ACTIVITY: The word to find is "Fylgia". Copy each line of the material that contains it.

DATASET:

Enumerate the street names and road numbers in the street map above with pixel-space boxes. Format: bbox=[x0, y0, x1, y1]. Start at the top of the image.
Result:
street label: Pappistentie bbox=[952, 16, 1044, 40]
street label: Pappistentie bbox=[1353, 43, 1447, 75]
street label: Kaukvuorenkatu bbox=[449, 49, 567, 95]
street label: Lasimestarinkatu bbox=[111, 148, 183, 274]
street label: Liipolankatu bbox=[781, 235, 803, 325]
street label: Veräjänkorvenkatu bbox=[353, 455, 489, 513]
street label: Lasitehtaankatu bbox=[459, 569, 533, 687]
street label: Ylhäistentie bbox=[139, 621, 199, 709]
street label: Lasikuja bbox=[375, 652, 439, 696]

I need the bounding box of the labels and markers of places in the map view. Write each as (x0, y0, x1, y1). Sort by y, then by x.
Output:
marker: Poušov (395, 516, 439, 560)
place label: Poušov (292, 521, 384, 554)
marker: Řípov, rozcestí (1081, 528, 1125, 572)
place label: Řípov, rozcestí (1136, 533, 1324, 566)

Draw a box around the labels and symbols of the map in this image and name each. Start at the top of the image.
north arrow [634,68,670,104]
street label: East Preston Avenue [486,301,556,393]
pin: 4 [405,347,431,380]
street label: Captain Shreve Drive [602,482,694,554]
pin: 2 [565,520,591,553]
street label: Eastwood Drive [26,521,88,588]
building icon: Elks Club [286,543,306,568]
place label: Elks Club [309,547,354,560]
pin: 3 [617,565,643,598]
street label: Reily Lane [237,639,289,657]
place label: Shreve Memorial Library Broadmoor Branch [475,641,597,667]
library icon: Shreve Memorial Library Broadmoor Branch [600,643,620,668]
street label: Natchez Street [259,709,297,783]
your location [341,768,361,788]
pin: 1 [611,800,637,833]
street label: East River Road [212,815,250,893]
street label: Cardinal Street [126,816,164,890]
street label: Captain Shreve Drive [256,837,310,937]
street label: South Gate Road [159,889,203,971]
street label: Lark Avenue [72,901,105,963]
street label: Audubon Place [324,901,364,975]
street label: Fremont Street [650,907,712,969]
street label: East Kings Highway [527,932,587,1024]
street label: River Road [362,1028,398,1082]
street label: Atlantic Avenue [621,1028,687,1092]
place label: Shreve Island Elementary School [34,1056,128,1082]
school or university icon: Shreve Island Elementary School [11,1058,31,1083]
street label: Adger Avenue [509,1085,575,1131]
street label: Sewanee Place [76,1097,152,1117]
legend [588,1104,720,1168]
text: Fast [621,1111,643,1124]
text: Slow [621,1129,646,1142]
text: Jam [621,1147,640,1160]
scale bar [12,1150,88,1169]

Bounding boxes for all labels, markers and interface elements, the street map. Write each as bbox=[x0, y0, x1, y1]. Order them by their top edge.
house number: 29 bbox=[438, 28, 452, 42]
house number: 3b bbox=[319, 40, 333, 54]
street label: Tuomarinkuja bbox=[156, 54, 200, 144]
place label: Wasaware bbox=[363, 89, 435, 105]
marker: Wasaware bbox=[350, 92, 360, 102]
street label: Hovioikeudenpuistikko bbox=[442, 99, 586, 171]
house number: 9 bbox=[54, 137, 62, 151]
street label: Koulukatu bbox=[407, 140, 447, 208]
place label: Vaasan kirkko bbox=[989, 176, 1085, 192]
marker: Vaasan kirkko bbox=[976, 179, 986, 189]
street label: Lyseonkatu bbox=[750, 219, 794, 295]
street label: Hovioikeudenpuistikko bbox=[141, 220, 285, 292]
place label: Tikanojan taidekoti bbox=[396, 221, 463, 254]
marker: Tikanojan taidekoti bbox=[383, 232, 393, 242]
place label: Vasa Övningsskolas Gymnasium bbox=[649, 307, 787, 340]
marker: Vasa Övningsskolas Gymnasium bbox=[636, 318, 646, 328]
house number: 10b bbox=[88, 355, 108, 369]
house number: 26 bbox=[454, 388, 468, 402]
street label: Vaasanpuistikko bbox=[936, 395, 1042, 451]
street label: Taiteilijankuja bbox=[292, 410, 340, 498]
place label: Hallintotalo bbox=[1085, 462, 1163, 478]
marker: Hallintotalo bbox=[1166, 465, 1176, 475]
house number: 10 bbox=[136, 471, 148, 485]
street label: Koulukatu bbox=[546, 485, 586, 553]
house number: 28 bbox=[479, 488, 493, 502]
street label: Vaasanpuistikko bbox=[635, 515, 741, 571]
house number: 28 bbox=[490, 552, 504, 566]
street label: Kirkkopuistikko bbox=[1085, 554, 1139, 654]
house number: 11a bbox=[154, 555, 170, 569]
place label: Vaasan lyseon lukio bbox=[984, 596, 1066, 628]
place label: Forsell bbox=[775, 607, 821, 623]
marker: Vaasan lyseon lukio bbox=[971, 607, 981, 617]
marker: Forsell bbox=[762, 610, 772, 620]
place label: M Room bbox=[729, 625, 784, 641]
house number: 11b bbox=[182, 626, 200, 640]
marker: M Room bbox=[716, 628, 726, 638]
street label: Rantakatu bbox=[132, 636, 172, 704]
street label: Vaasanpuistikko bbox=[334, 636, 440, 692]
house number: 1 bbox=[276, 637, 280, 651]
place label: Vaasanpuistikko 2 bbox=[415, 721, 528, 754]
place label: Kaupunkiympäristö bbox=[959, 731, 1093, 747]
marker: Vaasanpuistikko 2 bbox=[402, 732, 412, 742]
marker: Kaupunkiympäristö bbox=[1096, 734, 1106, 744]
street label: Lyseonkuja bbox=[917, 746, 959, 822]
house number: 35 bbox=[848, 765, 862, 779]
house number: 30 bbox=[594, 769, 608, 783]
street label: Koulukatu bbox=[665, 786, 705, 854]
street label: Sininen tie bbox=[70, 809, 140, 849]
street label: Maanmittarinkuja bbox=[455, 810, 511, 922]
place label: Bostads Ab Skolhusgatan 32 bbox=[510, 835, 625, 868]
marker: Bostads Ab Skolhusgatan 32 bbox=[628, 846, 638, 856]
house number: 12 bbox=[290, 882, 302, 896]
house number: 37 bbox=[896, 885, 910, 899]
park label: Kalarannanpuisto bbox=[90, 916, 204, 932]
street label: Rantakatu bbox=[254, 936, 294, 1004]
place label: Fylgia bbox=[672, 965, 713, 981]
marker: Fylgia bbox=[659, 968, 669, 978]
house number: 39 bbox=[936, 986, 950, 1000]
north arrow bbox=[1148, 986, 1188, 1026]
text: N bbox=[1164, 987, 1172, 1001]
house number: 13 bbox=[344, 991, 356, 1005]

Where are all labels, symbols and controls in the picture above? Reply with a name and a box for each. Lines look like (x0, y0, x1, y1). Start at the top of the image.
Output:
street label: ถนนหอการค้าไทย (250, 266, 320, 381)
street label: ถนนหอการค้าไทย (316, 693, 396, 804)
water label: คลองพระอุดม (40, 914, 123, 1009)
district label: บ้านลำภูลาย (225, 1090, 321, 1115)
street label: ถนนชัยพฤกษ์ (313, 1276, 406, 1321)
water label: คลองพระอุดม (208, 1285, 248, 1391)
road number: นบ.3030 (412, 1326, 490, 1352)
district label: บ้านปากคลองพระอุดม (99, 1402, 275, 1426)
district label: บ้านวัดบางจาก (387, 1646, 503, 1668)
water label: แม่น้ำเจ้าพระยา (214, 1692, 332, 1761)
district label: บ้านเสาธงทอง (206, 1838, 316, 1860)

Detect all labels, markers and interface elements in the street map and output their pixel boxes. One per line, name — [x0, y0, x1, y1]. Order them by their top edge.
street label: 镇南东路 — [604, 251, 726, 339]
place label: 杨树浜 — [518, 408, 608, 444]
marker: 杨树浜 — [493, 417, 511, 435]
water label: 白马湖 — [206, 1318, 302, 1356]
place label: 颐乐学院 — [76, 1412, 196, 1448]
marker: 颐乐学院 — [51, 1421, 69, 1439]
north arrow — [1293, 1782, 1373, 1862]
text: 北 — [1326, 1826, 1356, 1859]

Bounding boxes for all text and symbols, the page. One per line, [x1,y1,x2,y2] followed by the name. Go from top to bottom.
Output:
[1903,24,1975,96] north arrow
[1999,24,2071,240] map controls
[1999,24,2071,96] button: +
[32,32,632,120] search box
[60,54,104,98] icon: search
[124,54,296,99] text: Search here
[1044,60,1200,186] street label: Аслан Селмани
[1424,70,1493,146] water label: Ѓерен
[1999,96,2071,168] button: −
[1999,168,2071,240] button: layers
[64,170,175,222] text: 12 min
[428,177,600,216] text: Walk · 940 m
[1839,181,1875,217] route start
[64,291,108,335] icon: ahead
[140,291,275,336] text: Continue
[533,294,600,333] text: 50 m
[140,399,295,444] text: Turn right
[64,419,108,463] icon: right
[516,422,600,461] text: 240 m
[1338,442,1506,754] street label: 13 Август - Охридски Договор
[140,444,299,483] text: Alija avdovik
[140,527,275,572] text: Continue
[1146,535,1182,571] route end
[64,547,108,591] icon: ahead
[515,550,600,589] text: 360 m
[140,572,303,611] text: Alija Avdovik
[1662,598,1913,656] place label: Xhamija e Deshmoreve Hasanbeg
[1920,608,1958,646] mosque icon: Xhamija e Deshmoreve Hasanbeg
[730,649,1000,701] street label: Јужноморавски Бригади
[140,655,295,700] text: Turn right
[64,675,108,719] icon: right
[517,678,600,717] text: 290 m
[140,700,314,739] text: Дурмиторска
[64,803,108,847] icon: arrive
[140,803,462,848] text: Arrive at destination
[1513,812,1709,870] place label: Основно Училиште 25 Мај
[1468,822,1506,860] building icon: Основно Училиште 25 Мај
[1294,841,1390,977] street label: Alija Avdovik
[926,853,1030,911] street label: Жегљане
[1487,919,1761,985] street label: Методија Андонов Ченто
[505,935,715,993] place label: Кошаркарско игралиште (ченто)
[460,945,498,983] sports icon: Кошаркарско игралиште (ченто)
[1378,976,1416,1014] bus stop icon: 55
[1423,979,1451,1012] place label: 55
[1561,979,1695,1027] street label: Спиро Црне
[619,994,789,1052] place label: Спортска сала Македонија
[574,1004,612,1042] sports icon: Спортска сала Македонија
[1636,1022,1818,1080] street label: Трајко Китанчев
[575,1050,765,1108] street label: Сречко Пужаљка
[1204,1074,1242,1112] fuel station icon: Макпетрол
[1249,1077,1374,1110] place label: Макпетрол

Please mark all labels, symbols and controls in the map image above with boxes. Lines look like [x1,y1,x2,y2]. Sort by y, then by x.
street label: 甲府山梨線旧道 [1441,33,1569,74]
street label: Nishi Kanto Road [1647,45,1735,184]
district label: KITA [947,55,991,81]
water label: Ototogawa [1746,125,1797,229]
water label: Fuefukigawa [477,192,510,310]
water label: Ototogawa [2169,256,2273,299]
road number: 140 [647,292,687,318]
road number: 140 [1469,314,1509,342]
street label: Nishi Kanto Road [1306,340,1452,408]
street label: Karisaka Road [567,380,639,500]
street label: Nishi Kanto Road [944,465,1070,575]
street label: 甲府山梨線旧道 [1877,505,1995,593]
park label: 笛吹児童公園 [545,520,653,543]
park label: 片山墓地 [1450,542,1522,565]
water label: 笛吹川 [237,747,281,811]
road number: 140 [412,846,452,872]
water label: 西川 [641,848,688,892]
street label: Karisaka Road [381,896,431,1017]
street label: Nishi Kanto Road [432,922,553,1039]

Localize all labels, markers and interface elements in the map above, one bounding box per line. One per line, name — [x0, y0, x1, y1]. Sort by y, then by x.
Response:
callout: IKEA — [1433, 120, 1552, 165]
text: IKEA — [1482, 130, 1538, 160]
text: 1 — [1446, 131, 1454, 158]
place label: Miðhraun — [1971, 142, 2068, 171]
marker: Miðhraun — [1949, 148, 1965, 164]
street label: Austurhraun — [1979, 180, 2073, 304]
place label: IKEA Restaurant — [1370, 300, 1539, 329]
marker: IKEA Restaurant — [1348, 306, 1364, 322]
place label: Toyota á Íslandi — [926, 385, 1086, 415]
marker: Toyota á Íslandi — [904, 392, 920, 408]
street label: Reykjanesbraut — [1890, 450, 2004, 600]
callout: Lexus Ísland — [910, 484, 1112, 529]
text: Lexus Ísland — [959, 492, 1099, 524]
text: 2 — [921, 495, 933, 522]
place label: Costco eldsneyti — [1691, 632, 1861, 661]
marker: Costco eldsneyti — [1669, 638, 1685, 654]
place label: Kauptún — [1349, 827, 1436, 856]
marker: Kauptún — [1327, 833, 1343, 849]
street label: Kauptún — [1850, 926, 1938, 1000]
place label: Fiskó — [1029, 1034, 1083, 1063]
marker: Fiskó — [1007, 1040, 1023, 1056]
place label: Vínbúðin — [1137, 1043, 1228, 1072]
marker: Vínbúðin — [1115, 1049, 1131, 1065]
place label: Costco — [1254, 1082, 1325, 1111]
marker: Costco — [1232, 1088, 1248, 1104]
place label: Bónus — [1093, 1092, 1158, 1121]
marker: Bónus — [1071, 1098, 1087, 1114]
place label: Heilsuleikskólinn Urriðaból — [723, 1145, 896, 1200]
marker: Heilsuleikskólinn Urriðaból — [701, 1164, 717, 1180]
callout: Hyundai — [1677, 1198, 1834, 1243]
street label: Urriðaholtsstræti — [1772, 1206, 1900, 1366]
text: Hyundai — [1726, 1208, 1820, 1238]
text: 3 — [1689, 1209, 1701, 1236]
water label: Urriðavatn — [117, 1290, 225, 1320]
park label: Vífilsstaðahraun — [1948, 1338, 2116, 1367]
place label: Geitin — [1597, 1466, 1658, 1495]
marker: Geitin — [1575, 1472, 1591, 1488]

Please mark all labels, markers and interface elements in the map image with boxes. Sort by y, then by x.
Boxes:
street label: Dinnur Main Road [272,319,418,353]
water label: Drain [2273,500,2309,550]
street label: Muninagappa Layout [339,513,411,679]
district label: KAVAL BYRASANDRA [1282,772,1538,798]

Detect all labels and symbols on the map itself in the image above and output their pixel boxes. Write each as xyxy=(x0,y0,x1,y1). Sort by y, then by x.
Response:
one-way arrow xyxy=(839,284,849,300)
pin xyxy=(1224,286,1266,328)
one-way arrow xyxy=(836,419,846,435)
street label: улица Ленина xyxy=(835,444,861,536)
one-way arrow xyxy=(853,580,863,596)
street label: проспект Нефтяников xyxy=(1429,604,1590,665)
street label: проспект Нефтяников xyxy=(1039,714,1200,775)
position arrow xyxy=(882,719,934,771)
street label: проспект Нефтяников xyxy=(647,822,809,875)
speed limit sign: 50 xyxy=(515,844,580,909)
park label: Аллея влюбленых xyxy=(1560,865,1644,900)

WORKED SOLUTION:
place label: Fylgia bbox=[672, 965, 713, 981]
marker: Fylgia bbox=[659, 968, 669, 978]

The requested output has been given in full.